[PATCH v3 4/7] vpci: allow queueing of mapping operations

Mykyta Poturai posted 7 patches 3 hours ago
[PATCH v3 4/7] vpci: allow queueing of mapping operations
Posted by Mykyta Poturai 3 hours ago
From: Stewart Hildebrand <stewart.hildebrand@amd.com>

Introduce vPCI BAR mapping task queue. Store information needed to
map/unmap BARs in struct vpci_map_task. Allow queueing of BAR map/unmap
operations in a list, thus making it possible to perform multiple p2m
operations associated with single PCI device.

This is preparatory work for further changes that need to perform
multiple unmap/map operations before returning to guest.

At the moment, only a single operation will be queued. However, when
multiple operations are queued, there is a check in modify_bars() to
skip BARs already in the requested state that will no longer be
accurate. Remove this check in preparation of upcoming changes.

Signed-off-by: Stewart Hildebrand <stewart.hildebrand@amd.com>
Message-ID: <20260406191203.97662-3-stewart.hildebrand@amd.com>
---
v2->v3:
* new patch in this series, borrowed from [1]

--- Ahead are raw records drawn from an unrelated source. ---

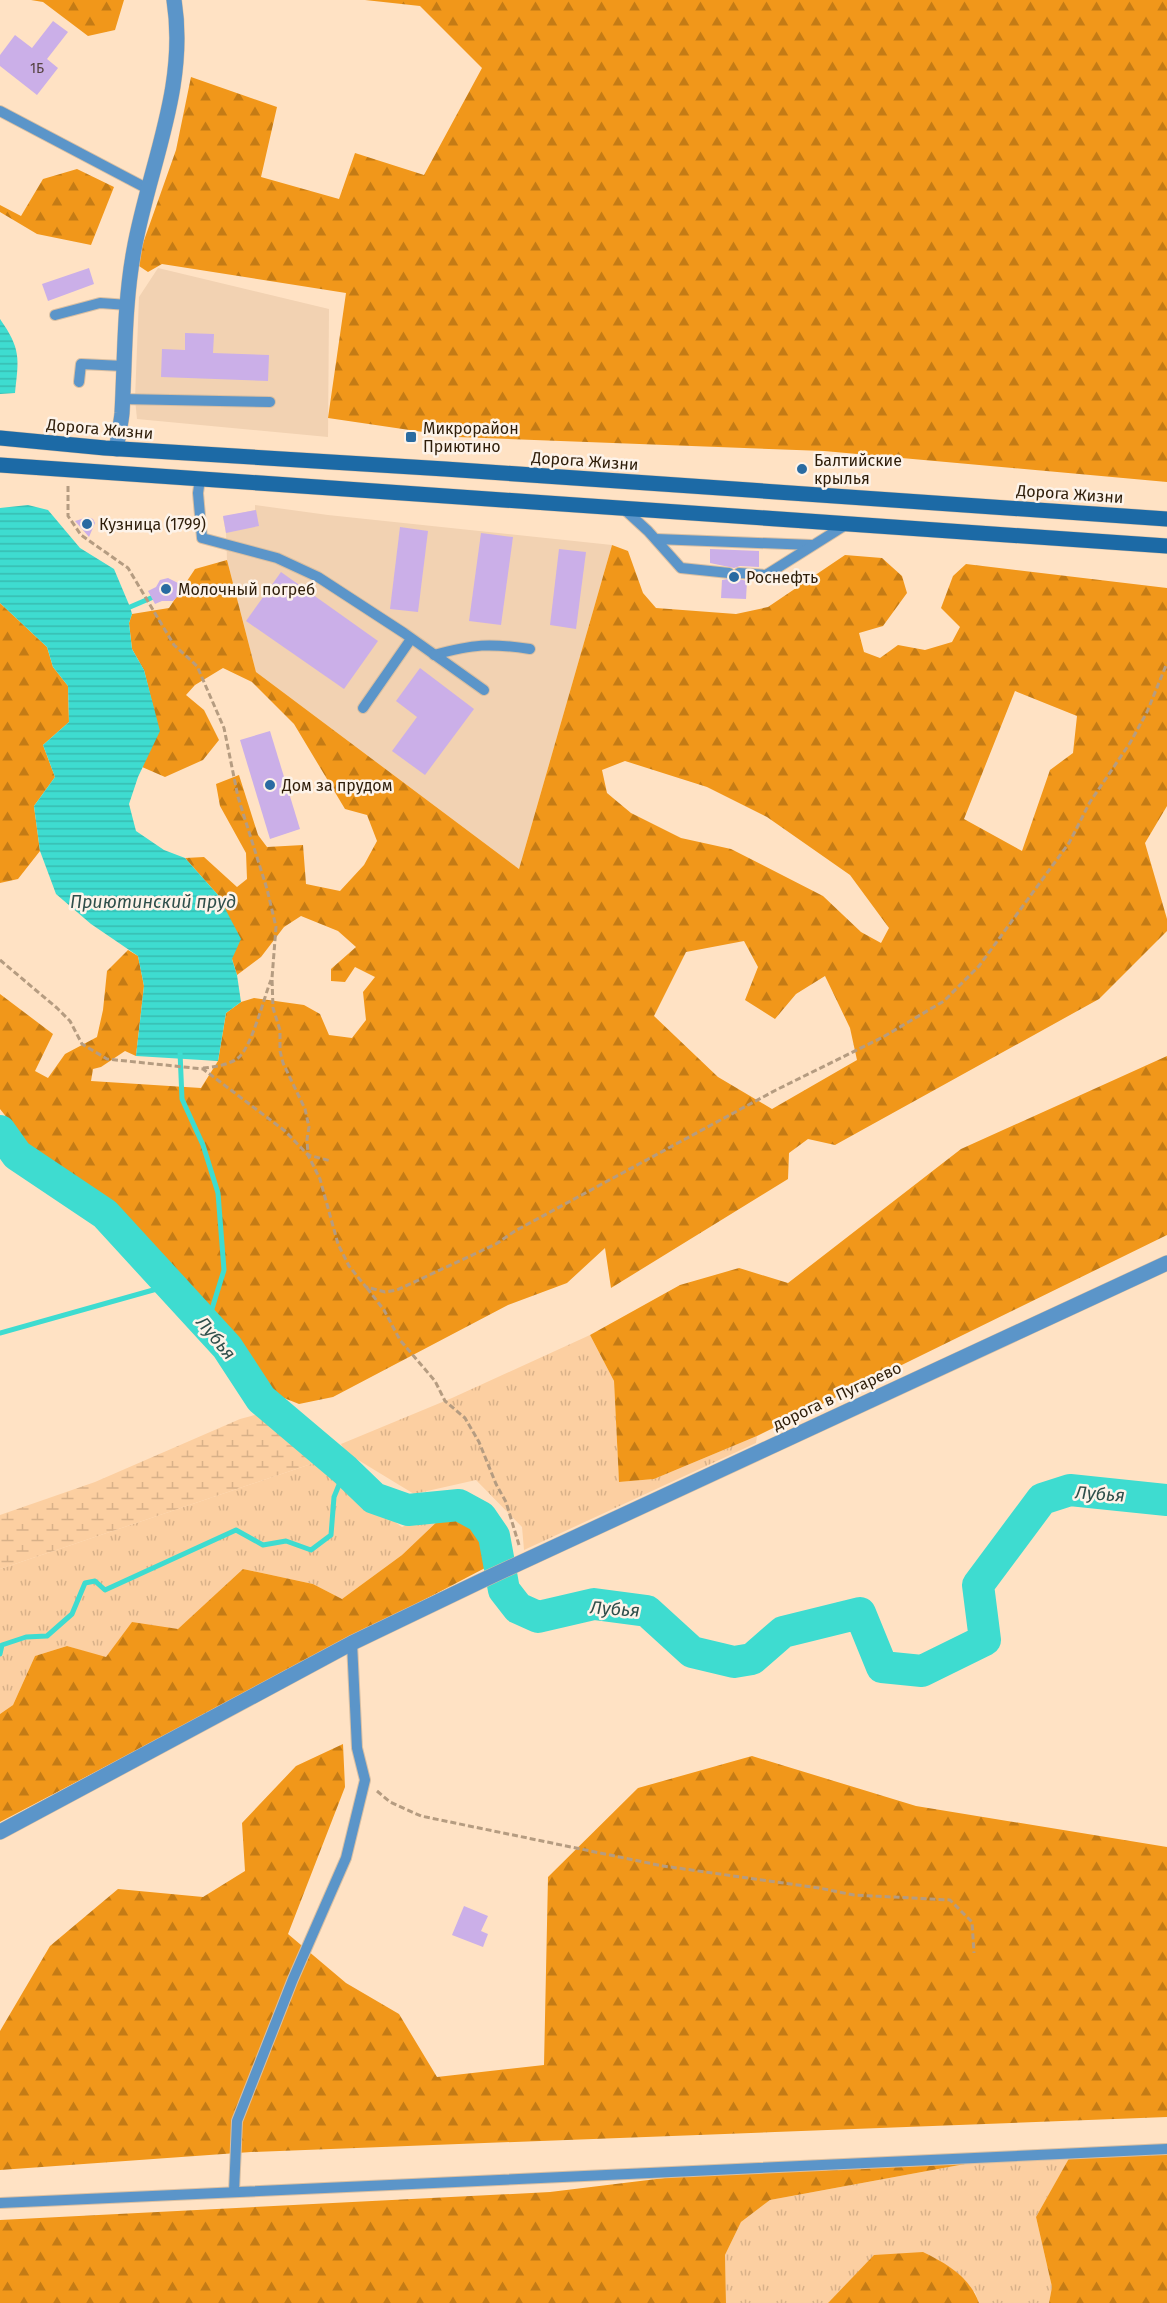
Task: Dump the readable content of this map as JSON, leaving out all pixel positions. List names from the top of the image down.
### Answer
{
  "streets": {
    "main road": ["Дорога Жизни"],
    "street": ["дорога в Пугарево"]
  },
  "water": ["Приютинский пруд", "Лубья"],
  "places": {
    "transit": ["Микрорайон Приютино"],
    "other": [
      "Балтийские крылья",
      "Кузница (1799)",
      "Роснефть",
      "Молочный погреб",
      "Дом за прудом"
    ]
  },
  "house_numbers": ["1Б"]
}
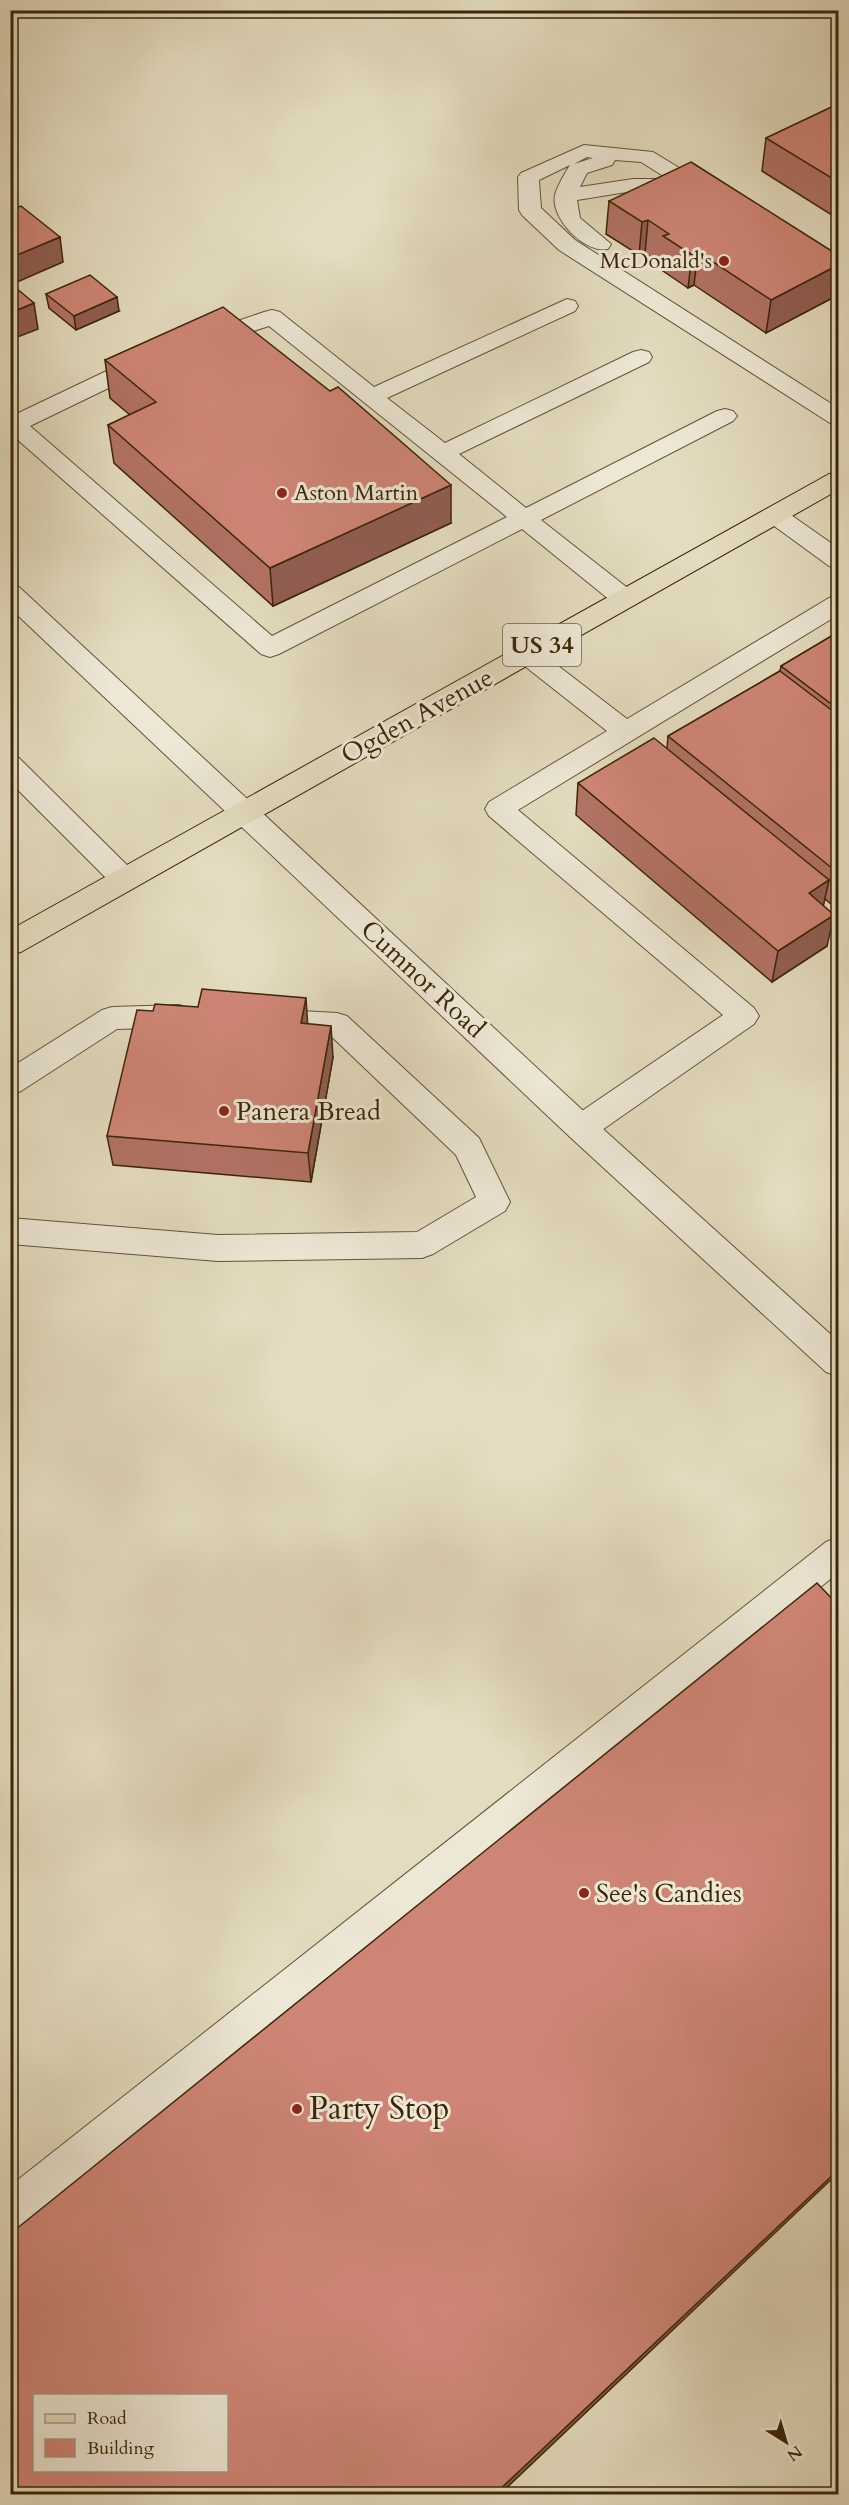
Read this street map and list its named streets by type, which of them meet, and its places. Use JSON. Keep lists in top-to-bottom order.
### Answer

[1]: https://patchew.org/Xen/20260406191203.97662-1-stewart.hildebrand@amd.com/20260406191203.97662-3-stewart.hildebrand@amd.com/
---
 xen/common/domain.c        |   5 +-
 xen/drivers/vpci/header.c  | 227 ++++++++++++++++++++++++++-----------
 xen/drivers/vpci/vpci.c    |  28 +----
 xen/include/xen/rangeset.h |   7 --
 xen/include/xen/vpci.h     |  21 ++--
 5 files changed, 179 insertions(+), 109 deletions(-)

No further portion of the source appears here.